**AIM OF THE EXERCISE:** Of the material below, only the lines from the line containing "Dump the readable" down to the line containing "Annotation task. Read" belong in the answer, written out exactly.

**RECORDED DATA:**
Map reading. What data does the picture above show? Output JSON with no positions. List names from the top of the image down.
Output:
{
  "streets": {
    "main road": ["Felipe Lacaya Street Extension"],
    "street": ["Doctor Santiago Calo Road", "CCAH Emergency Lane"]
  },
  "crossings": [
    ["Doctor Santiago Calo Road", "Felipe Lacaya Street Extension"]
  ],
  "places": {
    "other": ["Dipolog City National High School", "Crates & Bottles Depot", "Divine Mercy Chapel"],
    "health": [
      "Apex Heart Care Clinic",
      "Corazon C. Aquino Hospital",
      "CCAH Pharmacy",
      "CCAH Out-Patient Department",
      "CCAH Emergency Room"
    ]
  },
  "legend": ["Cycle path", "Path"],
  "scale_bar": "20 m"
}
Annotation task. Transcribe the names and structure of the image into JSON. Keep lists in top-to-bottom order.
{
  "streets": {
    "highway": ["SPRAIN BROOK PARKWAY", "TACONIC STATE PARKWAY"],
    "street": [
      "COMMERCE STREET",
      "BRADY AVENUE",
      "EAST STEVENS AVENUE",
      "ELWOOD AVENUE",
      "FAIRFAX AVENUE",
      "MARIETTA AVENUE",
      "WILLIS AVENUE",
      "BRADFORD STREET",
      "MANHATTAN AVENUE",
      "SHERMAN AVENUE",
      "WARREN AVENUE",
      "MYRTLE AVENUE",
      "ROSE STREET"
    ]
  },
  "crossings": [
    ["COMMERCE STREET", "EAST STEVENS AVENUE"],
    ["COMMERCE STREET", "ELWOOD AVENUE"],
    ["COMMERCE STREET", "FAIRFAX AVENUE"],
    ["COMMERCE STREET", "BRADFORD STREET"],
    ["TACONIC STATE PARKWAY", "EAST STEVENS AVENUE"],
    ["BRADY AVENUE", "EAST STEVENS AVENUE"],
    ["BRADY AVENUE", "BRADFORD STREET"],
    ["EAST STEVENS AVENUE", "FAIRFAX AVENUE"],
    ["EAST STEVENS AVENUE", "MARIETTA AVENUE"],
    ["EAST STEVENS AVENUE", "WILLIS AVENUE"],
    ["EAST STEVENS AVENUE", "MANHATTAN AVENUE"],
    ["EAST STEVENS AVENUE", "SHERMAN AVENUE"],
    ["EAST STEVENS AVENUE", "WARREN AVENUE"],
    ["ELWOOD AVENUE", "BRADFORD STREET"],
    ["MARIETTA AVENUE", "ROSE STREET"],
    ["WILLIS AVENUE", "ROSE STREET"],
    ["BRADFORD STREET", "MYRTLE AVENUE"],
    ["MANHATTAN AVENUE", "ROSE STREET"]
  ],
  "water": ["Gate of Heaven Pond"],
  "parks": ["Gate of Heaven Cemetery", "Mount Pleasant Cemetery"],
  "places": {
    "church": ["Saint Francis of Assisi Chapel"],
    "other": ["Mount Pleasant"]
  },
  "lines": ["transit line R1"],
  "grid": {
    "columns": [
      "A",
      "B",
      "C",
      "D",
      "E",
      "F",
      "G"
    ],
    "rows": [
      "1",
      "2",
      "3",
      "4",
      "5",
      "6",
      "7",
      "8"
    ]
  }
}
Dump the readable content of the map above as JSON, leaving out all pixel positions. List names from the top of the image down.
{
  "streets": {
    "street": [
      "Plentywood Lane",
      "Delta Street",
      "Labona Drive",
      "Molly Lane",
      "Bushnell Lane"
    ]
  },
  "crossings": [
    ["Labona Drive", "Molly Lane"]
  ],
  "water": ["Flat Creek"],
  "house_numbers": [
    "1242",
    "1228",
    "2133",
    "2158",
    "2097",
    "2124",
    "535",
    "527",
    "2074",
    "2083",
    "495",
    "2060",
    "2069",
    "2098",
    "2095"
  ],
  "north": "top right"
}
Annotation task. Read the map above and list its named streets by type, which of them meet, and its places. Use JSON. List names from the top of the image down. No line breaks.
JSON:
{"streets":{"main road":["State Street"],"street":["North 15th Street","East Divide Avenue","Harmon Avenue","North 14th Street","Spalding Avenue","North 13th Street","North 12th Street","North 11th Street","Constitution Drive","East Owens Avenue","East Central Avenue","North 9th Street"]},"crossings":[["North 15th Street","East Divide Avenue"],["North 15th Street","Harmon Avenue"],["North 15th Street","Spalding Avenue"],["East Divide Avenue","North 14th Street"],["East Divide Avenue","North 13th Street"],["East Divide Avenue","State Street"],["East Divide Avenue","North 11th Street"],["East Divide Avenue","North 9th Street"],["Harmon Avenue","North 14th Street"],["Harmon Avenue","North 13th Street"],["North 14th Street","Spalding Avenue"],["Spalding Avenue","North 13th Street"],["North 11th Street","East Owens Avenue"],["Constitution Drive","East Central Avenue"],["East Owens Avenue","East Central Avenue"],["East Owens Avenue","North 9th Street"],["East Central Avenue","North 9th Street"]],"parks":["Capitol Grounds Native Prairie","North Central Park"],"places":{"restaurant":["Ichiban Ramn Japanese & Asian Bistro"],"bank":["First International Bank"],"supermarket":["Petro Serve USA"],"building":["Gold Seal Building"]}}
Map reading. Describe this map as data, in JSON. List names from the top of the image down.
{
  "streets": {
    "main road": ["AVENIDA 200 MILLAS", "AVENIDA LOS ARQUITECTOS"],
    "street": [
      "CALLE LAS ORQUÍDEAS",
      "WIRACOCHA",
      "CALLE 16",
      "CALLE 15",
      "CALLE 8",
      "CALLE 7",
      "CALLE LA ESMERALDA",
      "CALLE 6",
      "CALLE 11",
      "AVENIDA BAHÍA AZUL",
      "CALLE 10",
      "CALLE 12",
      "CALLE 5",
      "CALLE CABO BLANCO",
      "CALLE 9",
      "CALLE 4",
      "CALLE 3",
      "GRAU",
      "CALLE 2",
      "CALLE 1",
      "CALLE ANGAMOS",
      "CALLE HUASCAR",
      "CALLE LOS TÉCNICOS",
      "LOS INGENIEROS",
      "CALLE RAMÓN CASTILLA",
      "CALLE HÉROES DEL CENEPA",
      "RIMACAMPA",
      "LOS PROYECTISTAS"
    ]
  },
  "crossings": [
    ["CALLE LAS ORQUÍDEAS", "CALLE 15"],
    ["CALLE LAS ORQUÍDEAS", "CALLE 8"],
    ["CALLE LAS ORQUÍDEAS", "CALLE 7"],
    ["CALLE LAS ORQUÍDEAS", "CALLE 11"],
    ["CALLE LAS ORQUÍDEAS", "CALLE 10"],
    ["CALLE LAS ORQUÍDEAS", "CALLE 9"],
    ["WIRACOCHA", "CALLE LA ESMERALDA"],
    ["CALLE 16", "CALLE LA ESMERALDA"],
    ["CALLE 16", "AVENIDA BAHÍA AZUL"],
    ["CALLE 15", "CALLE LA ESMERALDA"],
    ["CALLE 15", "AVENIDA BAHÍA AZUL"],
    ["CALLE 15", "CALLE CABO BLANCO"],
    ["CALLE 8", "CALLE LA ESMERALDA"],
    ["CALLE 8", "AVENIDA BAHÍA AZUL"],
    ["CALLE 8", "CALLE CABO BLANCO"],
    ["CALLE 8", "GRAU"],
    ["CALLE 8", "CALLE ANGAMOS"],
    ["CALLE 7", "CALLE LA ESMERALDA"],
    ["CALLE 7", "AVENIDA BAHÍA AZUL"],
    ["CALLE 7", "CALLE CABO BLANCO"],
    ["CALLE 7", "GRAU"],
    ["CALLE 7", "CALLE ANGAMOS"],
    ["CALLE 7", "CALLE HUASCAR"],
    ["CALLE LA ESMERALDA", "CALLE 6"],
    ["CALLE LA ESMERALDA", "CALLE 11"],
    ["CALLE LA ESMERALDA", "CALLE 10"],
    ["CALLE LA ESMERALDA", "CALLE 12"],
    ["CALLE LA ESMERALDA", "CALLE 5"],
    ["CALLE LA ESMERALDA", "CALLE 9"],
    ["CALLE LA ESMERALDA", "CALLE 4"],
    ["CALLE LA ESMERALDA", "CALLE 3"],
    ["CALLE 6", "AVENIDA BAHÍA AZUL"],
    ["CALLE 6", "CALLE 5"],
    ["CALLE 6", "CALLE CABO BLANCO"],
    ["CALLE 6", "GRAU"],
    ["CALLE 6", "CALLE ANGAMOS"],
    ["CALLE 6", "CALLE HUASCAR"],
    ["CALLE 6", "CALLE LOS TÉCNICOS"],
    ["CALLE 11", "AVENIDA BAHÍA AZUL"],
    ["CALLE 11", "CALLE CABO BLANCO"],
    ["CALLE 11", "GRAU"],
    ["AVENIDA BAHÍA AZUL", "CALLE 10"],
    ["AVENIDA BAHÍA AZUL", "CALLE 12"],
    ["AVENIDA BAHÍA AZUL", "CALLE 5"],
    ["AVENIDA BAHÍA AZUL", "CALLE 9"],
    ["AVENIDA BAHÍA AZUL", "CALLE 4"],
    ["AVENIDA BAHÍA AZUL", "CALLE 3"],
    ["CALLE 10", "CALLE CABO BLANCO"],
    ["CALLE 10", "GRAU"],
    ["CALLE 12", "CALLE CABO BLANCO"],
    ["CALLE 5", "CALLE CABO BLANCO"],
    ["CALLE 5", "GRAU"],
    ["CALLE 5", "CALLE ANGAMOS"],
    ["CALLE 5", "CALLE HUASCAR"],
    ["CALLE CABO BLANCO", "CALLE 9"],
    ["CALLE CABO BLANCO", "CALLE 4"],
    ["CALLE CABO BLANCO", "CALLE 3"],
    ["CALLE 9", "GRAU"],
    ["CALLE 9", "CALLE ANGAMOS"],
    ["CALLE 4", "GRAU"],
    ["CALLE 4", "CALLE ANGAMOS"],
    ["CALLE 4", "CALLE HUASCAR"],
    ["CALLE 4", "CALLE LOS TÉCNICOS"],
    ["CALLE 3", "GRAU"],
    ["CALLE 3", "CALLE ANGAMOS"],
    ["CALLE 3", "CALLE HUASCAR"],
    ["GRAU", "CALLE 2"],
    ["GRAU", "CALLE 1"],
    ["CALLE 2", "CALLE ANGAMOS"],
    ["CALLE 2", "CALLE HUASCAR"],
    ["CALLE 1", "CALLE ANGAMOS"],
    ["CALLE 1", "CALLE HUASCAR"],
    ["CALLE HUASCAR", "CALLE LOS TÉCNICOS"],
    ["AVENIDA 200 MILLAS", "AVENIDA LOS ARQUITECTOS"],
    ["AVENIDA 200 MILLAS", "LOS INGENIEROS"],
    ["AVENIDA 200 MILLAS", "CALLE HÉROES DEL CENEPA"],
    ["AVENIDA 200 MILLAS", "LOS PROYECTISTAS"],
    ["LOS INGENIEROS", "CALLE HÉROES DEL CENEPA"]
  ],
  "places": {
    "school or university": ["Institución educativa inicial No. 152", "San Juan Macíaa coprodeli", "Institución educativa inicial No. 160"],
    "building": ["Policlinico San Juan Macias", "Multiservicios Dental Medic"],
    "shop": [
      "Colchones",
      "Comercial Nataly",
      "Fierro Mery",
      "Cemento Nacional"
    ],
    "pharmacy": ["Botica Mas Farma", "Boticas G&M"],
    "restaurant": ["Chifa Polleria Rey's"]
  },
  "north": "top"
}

**EXERCISE SOLUTION:**
Dump the readable content of the map above as JSON, leaving out all pixel positions. List names from the top of the image down.
{
  "streets": {
    "street": [
      "Plentywood Lane",
      "Delta Street",
      "Labona Drive",
      "Molly Lane",
      "Bushnell Lane"
    ]
  },
  "crossings": [
    ["Labona Drive", "Molly Lane"]
  ],
  "water": ["Flat Creek"],
  "house_numbers": [
    "1242",
    "1228",
    "2133",
    "2158",
    "2097",
    "2124",
    "535",
    "527",
    "2074",
    "2083",
    "495",
    "2060",
    "2069",
    "2098",
    "2095"
  ],
  "north": "top right"
}
Annotation task. Read the map above and list its named streets by type, which of them meet, and its places. Use JSON. List names from the top of the image down. No line breaks.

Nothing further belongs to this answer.